Selasa, 03 Agustus 2010

Alasan Pemindahan Ibukota Negara dari Jakarta

SALAH satu ujung polemik kemacetan di Jakarta adalah munculnya gagasan untuk memindahkan ibukota Negara. Mungkin di luar Jawa. Alasannya, Jakarta sudah tidak bisa memenuhi syarat lagi, meskipun dilakukan berbagai perbaikan. Kemacetan akan tetap mewarnai Jakarta, polusi juga juga semakin besar, disebabkan tata-ruang yang memang buruk. Jakarta bisa mengancam kualitas hidup manusia, tidak efisien, dan sejumlah alasan lain yang memang benar adanya. Lantas, sudah cukupkah semua alasan itu untuk memindahkan Ibukota Negara!

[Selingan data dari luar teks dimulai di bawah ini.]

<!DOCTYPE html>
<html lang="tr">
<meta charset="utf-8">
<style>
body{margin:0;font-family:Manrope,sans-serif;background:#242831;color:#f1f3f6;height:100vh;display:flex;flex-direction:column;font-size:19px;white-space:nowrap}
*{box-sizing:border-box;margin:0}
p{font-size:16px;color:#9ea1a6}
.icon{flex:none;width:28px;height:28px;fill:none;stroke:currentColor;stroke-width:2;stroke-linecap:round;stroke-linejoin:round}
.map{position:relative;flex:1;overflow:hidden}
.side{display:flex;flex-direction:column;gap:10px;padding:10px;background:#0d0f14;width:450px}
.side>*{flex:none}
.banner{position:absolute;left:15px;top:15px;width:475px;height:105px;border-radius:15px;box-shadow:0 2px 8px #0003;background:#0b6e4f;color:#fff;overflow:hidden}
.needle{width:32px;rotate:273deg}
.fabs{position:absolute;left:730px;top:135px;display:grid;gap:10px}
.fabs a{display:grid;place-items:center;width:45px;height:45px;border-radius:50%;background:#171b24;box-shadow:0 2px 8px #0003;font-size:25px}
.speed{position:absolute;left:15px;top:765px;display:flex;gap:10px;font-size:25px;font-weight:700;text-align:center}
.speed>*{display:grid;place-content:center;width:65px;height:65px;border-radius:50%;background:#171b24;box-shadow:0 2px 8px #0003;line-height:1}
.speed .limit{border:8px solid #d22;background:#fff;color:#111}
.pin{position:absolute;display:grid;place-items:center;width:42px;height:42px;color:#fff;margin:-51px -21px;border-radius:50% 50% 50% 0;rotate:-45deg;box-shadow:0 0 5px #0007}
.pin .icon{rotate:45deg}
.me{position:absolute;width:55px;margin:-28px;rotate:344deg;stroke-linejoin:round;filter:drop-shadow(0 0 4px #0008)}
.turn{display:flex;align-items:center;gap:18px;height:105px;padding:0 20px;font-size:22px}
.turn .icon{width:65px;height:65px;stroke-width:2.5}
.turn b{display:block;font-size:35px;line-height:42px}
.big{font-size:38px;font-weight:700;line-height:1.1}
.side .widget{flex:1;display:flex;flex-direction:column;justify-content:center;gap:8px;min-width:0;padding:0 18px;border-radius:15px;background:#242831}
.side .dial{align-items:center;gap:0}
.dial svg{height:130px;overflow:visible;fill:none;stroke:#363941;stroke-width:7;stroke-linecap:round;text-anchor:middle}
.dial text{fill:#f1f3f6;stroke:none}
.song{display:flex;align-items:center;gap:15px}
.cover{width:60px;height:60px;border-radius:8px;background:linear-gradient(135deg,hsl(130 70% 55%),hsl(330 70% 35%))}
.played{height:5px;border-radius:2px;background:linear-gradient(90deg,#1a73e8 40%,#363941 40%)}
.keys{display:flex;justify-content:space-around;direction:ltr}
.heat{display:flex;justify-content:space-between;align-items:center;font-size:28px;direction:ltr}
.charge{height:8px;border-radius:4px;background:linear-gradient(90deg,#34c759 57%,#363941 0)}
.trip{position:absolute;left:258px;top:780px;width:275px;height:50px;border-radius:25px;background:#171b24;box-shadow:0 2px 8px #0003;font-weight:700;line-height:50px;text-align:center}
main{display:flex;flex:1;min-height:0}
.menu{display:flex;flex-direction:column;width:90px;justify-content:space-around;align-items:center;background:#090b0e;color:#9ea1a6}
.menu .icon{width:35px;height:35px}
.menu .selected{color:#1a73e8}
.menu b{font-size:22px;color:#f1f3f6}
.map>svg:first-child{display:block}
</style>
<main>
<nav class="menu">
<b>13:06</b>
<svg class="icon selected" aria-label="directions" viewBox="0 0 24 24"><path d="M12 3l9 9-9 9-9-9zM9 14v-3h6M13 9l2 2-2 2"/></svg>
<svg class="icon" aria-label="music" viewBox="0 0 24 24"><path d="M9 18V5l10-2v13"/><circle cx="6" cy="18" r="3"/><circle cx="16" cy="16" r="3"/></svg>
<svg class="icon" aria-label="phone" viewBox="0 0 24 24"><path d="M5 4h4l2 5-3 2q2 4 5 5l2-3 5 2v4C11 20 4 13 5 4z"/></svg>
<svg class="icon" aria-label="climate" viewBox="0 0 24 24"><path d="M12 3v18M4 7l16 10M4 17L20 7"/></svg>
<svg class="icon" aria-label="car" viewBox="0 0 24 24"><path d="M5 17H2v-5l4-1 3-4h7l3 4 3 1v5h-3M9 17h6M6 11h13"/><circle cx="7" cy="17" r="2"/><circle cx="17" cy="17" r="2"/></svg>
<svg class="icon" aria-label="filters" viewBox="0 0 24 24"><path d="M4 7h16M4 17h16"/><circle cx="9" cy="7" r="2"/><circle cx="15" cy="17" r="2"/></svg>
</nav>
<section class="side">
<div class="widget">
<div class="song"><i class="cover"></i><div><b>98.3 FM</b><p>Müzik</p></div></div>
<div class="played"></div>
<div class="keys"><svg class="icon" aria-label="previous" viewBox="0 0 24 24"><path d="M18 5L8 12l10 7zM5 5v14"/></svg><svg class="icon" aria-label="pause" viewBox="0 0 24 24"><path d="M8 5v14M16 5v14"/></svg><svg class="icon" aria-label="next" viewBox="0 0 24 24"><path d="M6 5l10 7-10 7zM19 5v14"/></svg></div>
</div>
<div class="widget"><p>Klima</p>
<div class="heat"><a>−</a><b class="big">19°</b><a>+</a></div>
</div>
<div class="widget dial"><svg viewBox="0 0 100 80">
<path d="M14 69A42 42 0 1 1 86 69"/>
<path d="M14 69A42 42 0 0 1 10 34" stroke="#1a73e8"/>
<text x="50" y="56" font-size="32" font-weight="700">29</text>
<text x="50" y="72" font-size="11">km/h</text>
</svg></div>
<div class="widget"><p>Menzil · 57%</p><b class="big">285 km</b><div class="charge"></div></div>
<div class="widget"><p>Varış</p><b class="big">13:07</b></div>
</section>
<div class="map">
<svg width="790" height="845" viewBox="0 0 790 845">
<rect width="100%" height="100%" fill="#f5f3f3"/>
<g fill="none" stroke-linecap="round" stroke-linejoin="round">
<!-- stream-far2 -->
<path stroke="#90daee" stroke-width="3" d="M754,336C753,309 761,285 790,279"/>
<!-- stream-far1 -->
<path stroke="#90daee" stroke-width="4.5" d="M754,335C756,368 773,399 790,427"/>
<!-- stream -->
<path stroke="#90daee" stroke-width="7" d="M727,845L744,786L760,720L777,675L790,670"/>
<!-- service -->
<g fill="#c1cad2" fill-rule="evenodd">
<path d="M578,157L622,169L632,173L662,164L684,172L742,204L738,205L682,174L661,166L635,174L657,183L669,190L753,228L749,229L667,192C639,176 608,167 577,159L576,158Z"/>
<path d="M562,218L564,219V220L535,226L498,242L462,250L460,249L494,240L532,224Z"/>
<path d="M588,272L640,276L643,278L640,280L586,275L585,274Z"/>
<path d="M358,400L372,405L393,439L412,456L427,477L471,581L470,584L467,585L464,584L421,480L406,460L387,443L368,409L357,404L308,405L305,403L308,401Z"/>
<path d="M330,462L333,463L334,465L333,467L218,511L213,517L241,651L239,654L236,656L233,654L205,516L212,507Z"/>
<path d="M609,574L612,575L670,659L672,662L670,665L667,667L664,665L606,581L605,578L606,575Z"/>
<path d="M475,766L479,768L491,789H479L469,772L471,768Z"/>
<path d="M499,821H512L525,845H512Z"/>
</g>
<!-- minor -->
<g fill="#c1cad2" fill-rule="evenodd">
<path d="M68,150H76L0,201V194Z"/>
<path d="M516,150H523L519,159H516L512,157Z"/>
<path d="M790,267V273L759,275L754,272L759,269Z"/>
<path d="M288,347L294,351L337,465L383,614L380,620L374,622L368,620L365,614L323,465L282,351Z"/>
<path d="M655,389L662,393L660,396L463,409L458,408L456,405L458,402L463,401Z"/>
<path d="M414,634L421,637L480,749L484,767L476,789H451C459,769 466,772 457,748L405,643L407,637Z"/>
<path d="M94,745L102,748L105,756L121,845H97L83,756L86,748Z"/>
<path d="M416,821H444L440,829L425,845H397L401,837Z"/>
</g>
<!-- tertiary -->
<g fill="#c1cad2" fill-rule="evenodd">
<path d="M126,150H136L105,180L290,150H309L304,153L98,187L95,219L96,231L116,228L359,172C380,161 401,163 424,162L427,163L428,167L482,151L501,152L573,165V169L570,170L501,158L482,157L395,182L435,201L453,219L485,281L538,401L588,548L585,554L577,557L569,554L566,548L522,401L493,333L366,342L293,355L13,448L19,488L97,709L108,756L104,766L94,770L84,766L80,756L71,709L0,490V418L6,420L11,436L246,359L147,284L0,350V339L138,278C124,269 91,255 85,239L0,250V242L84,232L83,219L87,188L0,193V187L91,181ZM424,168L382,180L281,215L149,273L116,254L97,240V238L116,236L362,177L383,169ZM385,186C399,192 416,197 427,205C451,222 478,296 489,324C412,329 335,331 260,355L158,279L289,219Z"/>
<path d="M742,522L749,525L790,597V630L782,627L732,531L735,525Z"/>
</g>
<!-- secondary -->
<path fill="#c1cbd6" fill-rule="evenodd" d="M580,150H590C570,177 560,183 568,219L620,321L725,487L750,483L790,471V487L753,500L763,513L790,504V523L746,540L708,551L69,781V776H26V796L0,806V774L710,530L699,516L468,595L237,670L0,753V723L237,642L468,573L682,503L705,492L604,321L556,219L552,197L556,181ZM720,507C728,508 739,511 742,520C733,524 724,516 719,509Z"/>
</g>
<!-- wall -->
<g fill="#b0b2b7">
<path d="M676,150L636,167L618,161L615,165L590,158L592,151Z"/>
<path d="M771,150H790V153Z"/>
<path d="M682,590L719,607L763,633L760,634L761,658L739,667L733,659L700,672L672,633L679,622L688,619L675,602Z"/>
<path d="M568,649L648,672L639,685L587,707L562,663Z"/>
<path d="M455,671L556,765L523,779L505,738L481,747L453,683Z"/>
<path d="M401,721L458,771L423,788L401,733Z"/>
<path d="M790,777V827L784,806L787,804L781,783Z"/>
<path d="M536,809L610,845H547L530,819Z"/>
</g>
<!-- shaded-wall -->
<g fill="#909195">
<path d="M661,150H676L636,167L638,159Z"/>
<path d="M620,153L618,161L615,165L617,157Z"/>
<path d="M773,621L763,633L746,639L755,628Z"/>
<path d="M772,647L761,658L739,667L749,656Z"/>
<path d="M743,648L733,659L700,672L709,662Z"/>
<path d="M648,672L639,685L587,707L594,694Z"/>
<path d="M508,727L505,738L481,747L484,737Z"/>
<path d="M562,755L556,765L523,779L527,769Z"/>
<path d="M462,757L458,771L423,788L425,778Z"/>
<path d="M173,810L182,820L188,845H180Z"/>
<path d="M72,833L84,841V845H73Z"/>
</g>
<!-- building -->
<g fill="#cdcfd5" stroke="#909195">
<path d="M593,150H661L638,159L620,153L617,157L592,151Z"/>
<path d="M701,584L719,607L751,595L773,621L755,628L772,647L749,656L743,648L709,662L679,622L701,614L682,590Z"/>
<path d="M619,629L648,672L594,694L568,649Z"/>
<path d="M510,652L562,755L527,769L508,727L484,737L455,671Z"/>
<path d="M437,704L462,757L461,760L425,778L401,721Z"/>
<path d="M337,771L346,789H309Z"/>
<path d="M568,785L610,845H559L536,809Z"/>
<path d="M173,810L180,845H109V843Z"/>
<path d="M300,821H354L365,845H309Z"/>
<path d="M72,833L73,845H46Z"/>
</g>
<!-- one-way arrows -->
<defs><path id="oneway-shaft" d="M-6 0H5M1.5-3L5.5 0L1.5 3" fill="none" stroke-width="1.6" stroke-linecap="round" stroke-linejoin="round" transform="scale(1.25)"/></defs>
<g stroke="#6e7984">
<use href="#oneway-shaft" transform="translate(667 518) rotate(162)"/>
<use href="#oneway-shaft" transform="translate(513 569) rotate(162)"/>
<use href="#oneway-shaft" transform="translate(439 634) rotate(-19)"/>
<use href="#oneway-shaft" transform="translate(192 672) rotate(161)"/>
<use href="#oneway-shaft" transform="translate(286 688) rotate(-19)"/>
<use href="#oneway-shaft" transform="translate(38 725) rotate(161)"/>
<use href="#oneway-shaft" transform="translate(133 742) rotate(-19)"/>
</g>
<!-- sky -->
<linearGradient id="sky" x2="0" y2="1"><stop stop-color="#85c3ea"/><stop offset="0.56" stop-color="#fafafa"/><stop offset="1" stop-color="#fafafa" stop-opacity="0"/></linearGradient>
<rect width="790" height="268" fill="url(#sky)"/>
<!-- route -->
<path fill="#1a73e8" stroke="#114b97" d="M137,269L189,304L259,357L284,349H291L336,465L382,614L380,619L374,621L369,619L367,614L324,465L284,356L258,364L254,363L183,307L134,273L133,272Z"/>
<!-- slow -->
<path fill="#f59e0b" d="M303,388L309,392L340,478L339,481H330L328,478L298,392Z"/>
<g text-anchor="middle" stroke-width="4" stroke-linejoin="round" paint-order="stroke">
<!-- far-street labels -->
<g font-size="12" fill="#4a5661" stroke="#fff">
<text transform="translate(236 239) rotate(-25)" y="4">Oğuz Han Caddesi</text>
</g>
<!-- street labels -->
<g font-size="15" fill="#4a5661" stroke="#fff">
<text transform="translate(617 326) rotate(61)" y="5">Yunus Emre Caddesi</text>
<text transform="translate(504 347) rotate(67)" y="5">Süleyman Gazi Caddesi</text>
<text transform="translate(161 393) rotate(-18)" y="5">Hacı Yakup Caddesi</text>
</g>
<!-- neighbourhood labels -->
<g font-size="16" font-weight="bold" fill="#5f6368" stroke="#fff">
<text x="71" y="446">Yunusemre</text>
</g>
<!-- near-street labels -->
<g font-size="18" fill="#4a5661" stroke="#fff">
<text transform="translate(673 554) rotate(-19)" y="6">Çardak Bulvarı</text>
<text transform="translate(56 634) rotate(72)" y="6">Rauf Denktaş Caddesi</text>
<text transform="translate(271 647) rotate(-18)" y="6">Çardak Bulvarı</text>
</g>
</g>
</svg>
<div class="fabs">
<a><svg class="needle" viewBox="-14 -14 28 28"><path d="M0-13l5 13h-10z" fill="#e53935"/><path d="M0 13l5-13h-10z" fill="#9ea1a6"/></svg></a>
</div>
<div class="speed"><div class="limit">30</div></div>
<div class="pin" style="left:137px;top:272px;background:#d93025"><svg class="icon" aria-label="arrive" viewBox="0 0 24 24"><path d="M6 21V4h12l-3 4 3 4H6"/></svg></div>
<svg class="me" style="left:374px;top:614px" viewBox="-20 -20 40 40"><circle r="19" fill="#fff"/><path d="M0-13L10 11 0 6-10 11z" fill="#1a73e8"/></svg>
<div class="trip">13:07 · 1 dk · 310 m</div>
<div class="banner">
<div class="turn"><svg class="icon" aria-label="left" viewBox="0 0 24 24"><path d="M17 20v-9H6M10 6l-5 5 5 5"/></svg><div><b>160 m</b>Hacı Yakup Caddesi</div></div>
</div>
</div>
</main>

Kondisi Jakarta, memang sudah menjadi "guyonan" semua orang. Para diplomat asing di Jakarta, mempunyai "guyonan". Yang khas diplomat. Berapa lama anda di Jakarta? Baru dua tahun, jawab seorang diplomat, yang sudah beada di Jakarta selama tiga tahun? Yang bertanya tidak percaya. Yang dua tahun ada di jalan, katanya lagr. Guyonan lain adalah khas Indonesia, yang suka menyindir pemerintah. Ditengah kemacetan melayat istri Ketua Umum PP Muhammadiyah, ada sirine polisi mengawal sebuah mobil. Ini mesti menteri, kata seorang pelayat. "Seenaknya" sendiri, katanya bergumam. Pelayat lain berjalan cukup jauh, ia tidak mau turun sampai ke rumah duka.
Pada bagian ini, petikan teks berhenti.